In coastal regions prone to earthquakes, the landscape is shaped by the combined forces of wave erosion and rock deformation. As a result, platforms created by waves can be slowly uplifted out of the water to become marine terraces. These flat areas in otherwise mountainous coastlines are mostly known as valuable land for agriculture and urban development. For geologists they also hold precious information about past elevations of sea level, and about the rates of tectonic deformation that can result in earthquake.
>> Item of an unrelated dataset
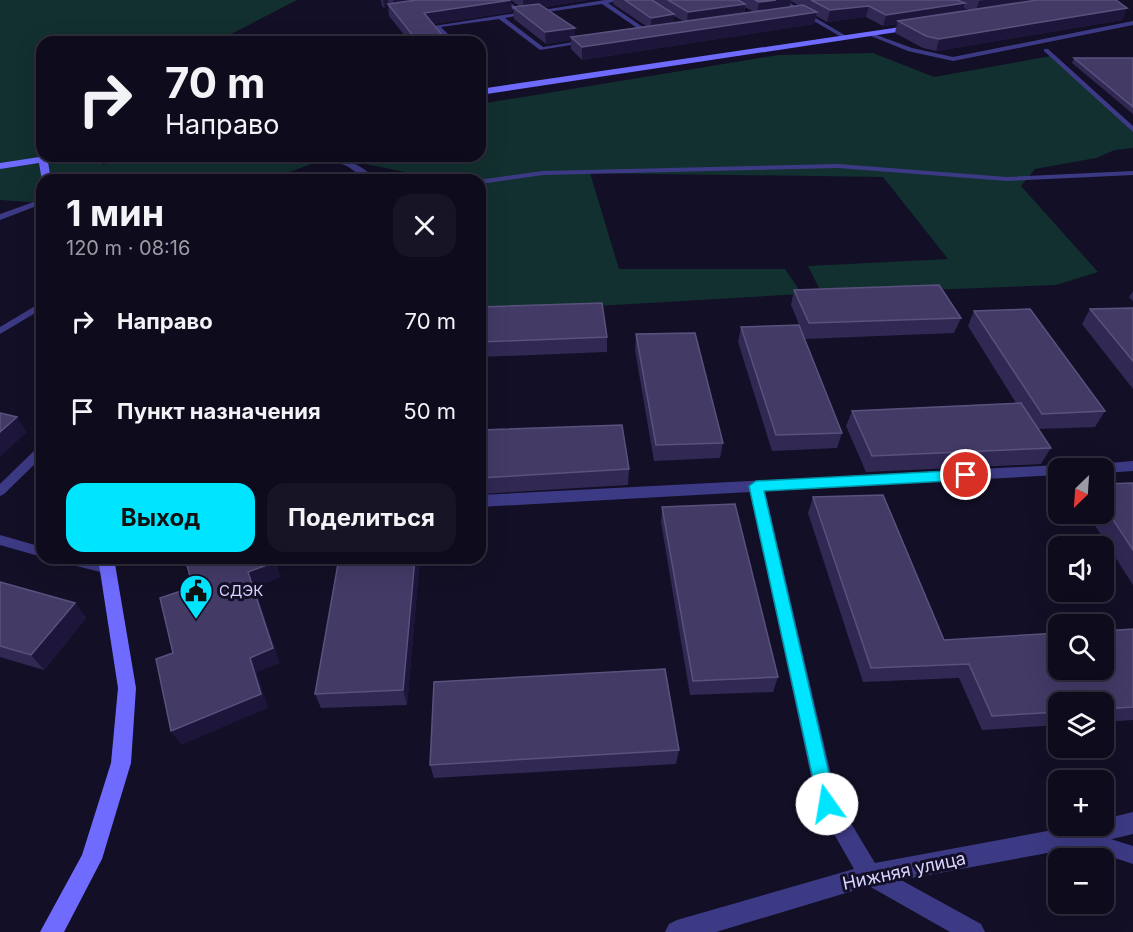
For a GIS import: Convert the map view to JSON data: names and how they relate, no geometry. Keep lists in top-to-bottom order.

To achieve this, the researchers will study the Noto Peninsula and Sado Island in Central Japan, which offer an exceptional field site with numerous marine terraces with presumed ages ranging from a few thousand years up to a million year. Some stretches of coastline are devoid of terraces while others host many. This observation is accompanied by a wide diversity of wave power reaching the coast, and varying rates of rock uplift. The goal of the project is to understand how these variations in wave conditions and rock deformation can promote or prevent the development of terraces.
To investigate the distribution and abundance of marine terraces at these sites, as well as worldwide, the researchers will develop a numerical model that simulates wave erosion and landscape evolution. They will date the age of the marine terraces to understand the local history and calibrate the model with luminescence dating techniques.
This study will lead to a deeper understanding of the tectonic and sea-level signal that is encoded in marine terraces around the world. This will help explaining the local history of tectonic deformation and associated earthquake hazard, and will provide additional constraints on sea level changes under past climates.
Field work will be jointly led by Luca Malatesta (GFZ) and Sumiko Tsukamoto (LIAG). Numerical modelling will be primarily developed at GFZ while luminescence dating will take place in the laboratory of LIAG. Two early career scientists will soon join the project. The project will be funded by Deutsche Forschungsgemeinschaft DFG.